* What is expected:
Go to the line containing "c.fillStyle = color;" in the records below and print it and every following line exactly, on through the line containing "M 374,121 L", then stop.

* Data for analysis:
=== Section Start ===

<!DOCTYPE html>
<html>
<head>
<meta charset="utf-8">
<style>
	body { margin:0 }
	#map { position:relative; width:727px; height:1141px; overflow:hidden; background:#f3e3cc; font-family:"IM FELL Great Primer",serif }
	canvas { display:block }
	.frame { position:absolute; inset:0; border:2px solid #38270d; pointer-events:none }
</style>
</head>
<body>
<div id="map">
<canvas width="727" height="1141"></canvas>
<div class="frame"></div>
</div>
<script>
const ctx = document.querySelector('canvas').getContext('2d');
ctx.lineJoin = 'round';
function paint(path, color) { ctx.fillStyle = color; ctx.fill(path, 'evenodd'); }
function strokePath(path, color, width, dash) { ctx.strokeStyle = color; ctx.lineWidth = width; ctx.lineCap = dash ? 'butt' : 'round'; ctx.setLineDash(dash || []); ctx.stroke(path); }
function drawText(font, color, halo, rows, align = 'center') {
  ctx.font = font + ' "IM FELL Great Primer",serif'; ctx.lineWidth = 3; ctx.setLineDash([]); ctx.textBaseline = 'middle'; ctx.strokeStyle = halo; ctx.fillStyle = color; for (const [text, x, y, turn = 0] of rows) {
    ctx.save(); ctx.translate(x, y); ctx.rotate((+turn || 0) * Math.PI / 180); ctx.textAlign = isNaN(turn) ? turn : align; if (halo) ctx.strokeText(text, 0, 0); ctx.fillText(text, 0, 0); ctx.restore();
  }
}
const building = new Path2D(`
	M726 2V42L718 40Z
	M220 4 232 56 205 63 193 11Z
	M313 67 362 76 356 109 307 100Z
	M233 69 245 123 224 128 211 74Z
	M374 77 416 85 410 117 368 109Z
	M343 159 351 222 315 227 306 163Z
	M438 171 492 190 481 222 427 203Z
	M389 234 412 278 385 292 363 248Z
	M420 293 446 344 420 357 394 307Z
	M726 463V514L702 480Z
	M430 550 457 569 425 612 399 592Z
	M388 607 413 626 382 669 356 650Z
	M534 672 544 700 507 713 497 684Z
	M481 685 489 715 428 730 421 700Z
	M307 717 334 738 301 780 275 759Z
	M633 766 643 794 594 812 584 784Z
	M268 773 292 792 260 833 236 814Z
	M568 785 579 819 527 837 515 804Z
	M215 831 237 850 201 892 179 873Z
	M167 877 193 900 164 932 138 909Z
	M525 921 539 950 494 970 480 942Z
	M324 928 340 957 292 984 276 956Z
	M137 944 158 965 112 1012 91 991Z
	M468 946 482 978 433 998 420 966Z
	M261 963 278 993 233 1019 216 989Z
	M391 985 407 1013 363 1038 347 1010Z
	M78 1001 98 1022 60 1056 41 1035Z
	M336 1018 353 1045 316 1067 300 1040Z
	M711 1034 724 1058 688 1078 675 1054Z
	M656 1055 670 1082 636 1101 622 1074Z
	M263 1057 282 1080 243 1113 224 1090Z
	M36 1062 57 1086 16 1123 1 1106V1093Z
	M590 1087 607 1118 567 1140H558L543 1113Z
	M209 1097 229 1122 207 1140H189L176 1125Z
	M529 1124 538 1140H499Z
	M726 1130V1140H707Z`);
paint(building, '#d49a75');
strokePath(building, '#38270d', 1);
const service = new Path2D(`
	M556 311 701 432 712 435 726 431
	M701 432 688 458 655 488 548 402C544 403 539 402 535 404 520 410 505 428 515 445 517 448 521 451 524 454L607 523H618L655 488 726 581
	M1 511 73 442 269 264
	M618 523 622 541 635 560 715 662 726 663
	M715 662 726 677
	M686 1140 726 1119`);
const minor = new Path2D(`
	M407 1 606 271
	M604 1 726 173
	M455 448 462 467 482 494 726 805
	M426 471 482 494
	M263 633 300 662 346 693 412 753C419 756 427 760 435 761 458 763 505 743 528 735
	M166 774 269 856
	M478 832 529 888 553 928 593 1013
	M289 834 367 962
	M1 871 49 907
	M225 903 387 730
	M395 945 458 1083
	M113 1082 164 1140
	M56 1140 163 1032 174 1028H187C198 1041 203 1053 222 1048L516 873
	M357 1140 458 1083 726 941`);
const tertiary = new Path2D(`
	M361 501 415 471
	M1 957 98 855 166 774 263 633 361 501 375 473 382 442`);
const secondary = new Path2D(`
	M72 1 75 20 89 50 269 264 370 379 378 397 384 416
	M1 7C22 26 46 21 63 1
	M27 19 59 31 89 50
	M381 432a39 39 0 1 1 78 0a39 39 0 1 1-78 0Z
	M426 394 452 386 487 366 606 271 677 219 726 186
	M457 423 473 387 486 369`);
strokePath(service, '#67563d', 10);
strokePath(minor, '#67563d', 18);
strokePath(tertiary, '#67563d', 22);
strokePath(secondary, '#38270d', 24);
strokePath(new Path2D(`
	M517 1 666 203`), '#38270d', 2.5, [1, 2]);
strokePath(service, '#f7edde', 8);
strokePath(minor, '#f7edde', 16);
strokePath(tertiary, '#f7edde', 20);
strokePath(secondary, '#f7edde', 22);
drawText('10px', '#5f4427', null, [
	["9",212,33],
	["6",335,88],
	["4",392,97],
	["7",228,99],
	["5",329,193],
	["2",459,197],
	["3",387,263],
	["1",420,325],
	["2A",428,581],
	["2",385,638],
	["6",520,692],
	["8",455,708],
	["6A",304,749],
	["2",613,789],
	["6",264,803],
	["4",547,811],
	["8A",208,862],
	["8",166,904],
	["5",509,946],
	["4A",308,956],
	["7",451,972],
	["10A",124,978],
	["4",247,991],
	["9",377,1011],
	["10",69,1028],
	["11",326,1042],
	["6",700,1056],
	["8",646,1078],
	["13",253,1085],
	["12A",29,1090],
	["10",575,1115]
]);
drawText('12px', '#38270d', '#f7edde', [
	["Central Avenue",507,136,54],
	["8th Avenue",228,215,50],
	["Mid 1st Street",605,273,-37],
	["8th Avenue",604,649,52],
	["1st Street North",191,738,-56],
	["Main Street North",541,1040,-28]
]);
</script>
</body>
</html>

=== Section End ===
=== Section Start ===

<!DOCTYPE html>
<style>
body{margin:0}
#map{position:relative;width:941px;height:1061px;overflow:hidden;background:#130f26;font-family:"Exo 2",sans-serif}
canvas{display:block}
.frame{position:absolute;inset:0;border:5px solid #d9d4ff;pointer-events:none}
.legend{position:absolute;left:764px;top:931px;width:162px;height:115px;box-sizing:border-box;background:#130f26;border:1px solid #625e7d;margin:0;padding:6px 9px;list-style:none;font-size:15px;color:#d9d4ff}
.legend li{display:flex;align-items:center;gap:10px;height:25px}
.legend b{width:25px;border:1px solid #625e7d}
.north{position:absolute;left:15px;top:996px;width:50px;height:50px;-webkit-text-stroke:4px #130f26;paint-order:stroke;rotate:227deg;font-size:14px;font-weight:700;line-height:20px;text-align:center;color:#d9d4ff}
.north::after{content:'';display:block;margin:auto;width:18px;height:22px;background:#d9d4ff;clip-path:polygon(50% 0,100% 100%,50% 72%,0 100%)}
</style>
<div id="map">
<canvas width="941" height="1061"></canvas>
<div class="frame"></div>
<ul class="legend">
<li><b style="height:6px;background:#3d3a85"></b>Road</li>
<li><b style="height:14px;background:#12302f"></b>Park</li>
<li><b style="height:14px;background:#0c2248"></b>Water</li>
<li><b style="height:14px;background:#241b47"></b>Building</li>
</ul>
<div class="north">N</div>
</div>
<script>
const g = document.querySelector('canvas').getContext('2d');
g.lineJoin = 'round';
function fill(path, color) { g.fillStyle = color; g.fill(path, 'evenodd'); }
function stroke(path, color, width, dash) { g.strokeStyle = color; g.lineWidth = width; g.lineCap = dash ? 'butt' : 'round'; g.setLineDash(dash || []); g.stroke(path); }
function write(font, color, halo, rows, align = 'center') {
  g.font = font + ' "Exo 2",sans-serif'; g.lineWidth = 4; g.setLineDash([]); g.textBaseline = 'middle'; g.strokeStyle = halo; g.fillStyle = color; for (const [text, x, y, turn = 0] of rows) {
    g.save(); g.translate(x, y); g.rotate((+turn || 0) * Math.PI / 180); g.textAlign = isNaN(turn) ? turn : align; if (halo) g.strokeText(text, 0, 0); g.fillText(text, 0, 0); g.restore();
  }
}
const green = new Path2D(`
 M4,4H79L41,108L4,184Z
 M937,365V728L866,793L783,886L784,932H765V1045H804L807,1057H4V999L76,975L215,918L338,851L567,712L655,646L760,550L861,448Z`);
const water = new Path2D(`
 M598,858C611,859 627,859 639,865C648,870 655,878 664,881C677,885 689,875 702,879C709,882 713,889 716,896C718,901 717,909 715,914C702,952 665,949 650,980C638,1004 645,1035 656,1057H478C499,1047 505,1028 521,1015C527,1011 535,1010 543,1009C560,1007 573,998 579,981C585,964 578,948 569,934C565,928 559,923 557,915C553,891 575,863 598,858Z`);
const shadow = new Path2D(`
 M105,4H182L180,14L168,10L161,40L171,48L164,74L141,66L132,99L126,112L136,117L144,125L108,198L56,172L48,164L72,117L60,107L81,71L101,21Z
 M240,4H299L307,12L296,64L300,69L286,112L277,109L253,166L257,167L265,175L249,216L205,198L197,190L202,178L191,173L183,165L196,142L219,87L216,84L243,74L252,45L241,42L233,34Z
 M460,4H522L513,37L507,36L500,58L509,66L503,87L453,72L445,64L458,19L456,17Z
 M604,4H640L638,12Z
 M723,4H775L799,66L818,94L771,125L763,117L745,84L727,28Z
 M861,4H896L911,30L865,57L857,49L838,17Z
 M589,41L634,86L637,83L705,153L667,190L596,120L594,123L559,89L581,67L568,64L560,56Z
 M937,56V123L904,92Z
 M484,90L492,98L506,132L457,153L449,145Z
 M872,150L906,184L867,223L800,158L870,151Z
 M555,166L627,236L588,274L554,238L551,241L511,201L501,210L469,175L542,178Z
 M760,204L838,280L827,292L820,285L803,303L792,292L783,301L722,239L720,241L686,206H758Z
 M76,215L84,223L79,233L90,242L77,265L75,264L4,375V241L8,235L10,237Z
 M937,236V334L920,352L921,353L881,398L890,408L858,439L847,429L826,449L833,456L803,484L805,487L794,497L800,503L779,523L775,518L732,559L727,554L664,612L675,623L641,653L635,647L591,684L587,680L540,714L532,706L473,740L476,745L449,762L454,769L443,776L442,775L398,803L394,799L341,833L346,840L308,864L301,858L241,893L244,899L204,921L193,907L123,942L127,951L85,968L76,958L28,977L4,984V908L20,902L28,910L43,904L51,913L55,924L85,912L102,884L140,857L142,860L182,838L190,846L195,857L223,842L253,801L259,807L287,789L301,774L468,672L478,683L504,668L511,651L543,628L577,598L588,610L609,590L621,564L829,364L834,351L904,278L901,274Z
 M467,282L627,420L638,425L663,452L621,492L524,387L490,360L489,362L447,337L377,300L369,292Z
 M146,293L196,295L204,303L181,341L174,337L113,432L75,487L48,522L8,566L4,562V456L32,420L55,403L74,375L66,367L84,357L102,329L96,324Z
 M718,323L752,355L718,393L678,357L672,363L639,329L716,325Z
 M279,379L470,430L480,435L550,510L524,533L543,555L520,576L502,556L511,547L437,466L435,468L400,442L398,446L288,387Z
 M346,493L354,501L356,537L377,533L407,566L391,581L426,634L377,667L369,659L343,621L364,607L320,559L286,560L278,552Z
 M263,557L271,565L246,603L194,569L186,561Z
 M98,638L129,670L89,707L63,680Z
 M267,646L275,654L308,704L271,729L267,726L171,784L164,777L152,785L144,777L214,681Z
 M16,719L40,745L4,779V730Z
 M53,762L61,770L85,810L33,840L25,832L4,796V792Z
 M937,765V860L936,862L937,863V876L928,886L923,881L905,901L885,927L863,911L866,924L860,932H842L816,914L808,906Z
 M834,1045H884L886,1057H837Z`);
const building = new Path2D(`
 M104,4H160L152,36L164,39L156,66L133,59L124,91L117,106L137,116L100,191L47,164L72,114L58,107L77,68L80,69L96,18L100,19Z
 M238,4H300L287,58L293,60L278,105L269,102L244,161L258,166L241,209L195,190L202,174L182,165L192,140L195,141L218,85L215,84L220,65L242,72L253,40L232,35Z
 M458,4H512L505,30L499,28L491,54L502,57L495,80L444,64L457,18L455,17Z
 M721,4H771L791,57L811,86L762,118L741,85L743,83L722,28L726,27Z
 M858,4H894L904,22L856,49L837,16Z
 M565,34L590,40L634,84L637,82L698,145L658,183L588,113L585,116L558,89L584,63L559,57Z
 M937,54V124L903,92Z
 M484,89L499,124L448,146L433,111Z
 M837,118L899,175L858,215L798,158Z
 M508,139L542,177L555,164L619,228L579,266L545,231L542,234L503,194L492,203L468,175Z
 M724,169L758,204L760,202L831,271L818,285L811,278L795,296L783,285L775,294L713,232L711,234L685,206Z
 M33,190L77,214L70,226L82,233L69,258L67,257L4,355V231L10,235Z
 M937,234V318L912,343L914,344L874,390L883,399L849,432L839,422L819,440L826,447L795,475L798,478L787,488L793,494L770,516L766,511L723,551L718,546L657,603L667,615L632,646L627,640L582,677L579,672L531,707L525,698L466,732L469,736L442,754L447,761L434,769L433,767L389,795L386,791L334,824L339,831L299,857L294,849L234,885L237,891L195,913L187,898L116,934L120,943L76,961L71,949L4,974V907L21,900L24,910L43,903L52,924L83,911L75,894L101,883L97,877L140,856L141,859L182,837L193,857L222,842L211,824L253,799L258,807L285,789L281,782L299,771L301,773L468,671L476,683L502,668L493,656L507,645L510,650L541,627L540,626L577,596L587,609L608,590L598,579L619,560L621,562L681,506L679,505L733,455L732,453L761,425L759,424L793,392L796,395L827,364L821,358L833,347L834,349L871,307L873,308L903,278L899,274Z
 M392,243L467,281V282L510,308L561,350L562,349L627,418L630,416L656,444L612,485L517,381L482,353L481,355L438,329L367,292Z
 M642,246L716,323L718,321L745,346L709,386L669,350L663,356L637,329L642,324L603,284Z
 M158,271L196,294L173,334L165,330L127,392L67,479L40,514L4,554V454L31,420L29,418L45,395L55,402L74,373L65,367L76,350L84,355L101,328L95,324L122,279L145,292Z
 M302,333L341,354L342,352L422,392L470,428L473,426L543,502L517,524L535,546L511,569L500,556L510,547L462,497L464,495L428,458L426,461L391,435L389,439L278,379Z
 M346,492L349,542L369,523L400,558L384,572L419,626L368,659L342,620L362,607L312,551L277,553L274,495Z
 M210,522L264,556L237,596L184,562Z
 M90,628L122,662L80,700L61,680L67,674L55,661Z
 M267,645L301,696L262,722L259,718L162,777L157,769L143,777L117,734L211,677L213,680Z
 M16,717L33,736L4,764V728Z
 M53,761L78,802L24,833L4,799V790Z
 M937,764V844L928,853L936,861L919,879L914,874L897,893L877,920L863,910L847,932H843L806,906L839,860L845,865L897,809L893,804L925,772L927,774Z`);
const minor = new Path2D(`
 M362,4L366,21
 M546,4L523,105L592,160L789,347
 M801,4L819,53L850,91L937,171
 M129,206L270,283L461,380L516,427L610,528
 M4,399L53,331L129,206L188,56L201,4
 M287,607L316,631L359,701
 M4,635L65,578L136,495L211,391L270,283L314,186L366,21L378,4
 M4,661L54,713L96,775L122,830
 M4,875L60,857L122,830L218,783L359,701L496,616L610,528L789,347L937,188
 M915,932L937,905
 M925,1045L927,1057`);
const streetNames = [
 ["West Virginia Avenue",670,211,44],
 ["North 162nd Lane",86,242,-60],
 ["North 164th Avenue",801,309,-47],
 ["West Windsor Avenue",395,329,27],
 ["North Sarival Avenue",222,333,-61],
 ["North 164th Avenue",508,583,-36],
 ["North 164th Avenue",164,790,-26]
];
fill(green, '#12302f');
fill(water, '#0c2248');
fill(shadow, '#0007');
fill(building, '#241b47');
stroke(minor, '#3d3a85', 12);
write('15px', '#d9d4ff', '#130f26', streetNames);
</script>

=== Section End ===
=== Section Start ===

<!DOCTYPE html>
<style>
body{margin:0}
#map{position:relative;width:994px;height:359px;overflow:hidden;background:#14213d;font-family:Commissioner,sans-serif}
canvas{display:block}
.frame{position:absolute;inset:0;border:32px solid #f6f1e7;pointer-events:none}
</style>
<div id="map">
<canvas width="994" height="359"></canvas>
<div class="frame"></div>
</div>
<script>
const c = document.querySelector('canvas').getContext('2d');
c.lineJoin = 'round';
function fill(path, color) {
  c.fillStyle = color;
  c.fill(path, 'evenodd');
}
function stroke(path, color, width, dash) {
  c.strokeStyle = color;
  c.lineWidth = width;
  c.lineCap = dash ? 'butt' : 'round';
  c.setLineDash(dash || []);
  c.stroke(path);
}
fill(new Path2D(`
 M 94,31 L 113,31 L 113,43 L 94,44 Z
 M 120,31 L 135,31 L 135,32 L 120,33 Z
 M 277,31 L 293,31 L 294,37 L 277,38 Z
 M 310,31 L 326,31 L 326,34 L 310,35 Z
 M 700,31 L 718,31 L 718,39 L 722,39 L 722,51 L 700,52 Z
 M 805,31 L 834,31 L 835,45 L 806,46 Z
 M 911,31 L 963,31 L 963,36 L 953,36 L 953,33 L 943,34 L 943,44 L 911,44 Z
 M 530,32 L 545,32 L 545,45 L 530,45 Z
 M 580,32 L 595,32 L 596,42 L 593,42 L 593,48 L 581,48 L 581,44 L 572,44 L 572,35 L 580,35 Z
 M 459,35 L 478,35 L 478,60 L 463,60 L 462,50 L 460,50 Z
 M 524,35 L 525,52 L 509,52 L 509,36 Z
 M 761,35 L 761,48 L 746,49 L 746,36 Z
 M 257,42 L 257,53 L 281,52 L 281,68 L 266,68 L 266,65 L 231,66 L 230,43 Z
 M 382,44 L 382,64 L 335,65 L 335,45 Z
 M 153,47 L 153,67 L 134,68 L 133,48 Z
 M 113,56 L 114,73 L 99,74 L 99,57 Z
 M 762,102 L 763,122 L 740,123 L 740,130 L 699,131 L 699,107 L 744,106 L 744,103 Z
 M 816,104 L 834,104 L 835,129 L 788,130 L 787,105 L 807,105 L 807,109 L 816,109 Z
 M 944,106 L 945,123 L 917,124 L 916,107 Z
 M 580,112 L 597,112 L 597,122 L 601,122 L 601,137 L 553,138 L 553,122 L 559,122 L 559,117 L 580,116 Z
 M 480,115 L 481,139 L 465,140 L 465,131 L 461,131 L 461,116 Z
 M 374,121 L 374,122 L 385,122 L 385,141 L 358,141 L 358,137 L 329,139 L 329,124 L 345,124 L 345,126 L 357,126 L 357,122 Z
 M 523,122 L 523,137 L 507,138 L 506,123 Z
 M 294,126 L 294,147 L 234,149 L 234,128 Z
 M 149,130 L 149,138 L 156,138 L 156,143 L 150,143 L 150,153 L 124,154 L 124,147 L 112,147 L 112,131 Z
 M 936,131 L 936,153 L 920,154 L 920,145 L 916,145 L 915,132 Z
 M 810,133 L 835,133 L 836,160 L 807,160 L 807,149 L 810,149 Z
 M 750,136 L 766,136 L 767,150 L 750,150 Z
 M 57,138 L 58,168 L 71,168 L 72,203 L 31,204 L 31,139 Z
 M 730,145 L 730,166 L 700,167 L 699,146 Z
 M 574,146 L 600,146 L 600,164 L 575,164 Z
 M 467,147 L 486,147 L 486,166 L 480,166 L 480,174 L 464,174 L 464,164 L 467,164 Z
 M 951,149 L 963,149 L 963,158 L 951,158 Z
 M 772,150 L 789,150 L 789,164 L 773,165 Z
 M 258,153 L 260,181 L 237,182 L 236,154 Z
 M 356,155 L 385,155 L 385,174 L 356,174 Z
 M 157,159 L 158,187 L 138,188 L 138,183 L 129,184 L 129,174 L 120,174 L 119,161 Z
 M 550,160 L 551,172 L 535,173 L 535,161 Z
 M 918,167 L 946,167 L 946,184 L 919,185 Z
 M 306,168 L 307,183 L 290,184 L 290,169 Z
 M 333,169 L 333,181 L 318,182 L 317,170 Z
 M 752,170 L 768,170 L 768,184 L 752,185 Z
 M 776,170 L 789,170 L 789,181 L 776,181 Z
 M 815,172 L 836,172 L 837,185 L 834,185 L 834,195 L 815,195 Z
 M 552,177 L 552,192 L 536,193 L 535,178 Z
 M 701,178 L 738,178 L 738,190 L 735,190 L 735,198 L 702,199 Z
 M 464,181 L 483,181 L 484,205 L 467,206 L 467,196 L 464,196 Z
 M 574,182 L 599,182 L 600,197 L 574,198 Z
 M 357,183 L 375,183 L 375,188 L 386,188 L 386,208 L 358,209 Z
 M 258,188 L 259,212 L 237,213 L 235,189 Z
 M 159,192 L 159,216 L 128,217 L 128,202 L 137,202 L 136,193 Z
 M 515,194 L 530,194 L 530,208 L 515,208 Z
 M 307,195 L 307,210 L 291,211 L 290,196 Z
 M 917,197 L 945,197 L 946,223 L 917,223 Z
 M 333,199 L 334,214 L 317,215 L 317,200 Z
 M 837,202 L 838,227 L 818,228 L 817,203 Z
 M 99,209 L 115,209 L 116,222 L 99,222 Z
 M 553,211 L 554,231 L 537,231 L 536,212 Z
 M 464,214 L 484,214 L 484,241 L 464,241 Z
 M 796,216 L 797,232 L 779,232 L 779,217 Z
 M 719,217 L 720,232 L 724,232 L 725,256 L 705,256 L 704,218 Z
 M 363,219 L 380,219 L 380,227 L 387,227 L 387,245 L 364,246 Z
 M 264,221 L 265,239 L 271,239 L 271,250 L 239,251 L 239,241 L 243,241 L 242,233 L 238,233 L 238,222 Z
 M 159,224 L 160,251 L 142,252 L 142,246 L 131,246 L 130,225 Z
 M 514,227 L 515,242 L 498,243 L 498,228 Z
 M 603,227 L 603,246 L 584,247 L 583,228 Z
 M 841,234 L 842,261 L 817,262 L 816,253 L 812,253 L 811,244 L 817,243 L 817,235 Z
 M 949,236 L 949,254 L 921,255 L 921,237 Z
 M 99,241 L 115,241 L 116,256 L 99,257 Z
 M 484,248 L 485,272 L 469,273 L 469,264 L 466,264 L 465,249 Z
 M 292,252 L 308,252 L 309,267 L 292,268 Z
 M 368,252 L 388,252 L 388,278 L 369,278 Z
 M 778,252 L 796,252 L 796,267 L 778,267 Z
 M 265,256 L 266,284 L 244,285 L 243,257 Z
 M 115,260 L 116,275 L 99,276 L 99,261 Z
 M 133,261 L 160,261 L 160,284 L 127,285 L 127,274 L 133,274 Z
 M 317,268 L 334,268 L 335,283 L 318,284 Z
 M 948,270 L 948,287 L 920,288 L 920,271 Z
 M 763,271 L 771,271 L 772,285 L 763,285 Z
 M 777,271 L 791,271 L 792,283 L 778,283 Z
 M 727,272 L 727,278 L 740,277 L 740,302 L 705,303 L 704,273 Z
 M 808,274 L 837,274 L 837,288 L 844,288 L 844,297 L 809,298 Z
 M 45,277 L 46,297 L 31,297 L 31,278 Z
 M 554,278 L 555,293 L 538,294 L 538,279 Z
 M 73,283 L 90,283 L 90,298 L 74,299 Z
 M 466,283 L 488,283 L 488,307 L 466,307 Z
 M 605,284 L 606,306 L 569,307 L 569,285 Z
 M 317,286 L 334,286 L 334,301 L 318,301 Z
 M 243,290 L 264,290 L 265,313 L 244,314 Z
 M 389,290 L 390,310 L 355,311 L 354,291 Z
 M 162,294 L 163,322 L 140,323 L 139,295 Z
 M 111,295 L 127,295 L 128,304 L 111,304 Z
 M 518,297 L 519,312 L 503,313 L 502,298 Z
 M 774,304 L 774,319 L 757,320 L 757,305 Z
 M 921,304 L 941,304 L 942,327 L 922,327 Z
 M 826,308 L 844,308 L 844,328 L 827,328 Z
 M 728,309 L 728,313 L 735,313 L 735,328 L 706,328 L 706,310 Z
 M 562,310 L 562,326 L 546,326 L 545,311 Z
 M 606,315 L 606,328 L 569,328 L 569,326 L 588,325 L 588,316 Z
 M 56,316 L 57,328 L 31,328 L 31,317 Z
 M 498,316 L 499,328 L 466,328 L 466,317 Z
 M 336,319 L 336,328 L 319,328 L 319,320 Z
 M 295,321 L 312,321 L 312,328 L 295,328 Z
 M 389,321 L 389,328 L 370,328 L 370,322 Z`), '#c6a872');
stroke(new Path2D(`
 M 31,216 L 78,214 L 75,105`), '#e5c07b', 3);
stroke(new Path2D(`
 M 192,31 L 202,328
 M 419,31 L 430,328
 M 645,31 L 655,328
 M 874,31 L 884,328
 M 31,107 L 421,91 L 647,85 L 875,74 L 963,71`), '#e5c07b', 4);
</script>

=== Section End ===

* Response area:
  c.fillStyle = color;
  c.fill(path, 'evenodd');
}
function stroke(path, color, width, dash) {
  c.strokeStyle = color;
  c.lineWidth = width;
  c.lineCap = dash ? 'butt' : 'round';
  c.setLineDash(dash || []);
  c.stroke(path);
}
fill(new Path2D(`
 M 94,31 L 113,31 L 113,43 L 94,44 Z
 M 120,31 L 135,31 L 135,32 L 120,33 Z
 M 277,31 L 293,31 L 294,37 L 277,38 Z
 M 310,31 L 326,31 L 326,34 L 310,35 Z
 M 700,31 L 718,31 L 718,39 L 722,39 L 722,51 L 700,52 Z
 M 805,31 L 834,31 L 835,45 L 806,46 Z
 M 911,31 L 963,31 L 963,36 L 953,36 L 953,33 L 943,34 L 943,44 L 911,44 Z
 M 530,32 L 545,32 L 545,45 L 530,45 Z
 M 580,32 L 595,32 L 596,42 L 593,42 L 593,48 L 581,48 L 581,44 L 572,44 L 572,35 L 580,35 Z
 M 459,35 L 478,35 L 478,60 L 463,60 L 462,50 L 460,50 Z
 M 524,35 L 525,52 L 509,52 L 509,36 Z
 M 761,35 L 761,48 L 746,49 L 746,36 Z
 M 257,42 L 257,53 L 281,52 L 281,68 L 266,68 L 266,65 L 231,66 L 230,43 Z
 M 382,44 L 382,64 L 335,65 L 335,45 Z
 M 153,47 L 153,67 L 134,68 L 133,48 Z
 M 113,56 L 114,73 L 99,74 L 99,57 Z
 M 762,102 L 763,122 L 740,123 L 740,130 L 699,131 L 699,107 L 744,106 L 744,103 Z
 M 816,104 L 834,104 L 835,129 L 788,130 L 787,105 L 807,105 L 807,109 L 816,109 Z
 M 944,106 L 945,123 L 917,124 L 916,107 Z
 M 580,112 L 597,112 L 597,122 L 601,122 L 601,137 L 553,138 L 553,122 L 559,122 L 559,117 L 580,116 Z
 M 480,115 L 481,139 L 465,140 L 465,131 L 461,131 L 461,116 Z
 M 374,121 L 374,122 L 385,122 L 385,141 L 358,141 L 358,137 L 329,139 L 329,124 L 345,124 L 345,126 L 357,126 L 357,122 Z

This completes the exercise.